Foto 7

Giacomo Berardi, Andrea Esuli, Tiziano Fagni, Fabrizio Sebastiani: “Classifying websites by industry sector: a study in feature design.”, Proceedings of the 30th Annual ACM Symposium on Applied Computing, Salamanca, Spain, April 13-17, 2015, 2015

Written by

Classifying companies by industry sector is an important task in finance, since it allows investors and research analysts to analyse specific subsectors of local and global markets for investment monitoring and planning purposes. Traditionally this classification activity has been performed manually, by dedicated specialists carrying out in-depth analysis of a company's public profile.
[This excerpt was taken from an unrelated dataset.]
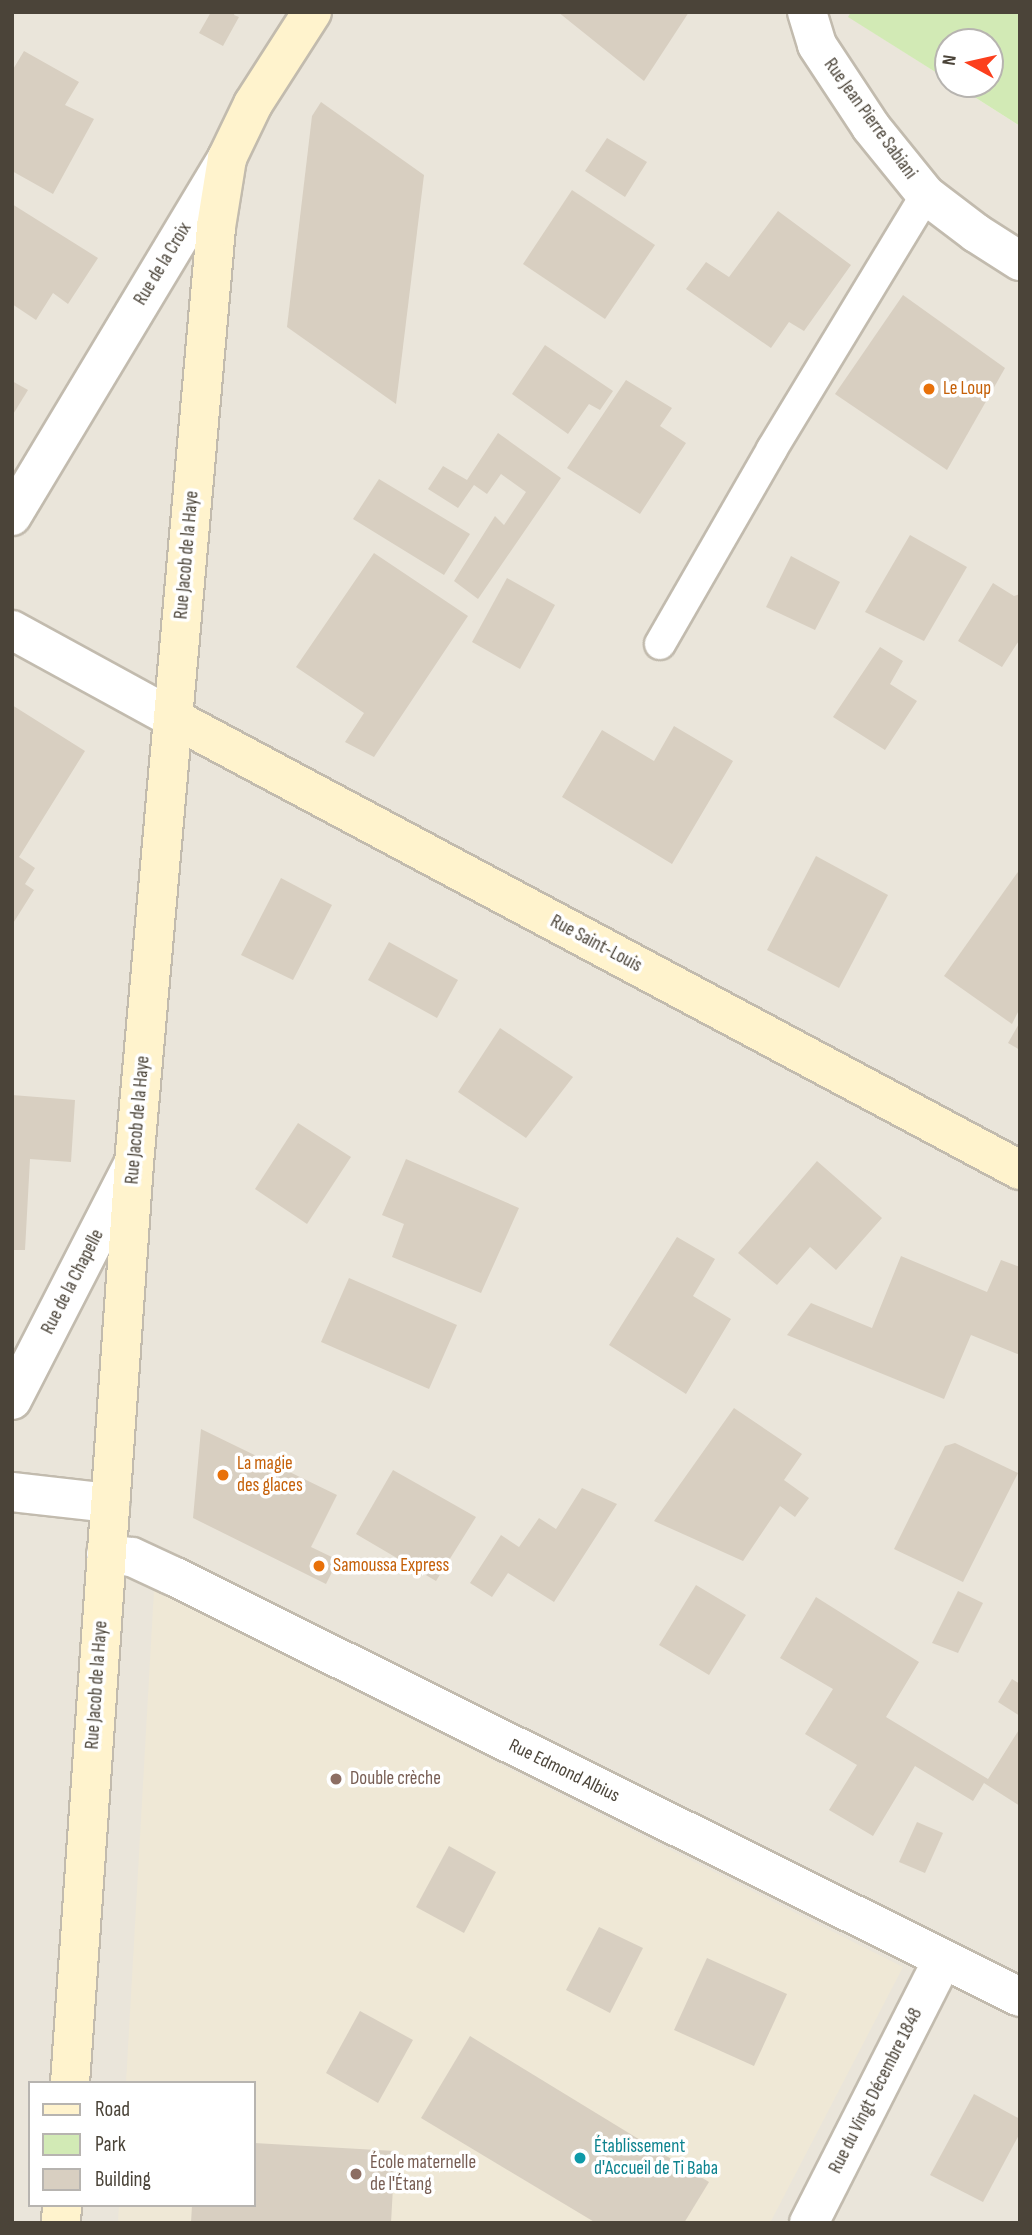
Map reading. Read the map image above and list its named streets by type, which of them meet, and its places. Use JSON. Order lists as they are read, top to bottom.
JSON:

However, this is more and more unsuitable in nowadays's globalised markets, in which new companies spring up, old companies cease to exist, and existing companies refocus their efforts to different sectors at an astounding pace. As a result, tools for performing this classification automatically are increasingly needed. We address the problem of classifying companies by industry sector via the automatic classification of their websites, since the latter provide rich information about the nature of the company and market segment it targets. We have built a website classification system and tested its accuracy on a dataset of more than 20,000 company websites classified according to a 2-level taxonomy of 216 leaf classes explicitly designed for market research purposes. Our experimental study provides interesting insights as to which types of features are the most useful for this classification task.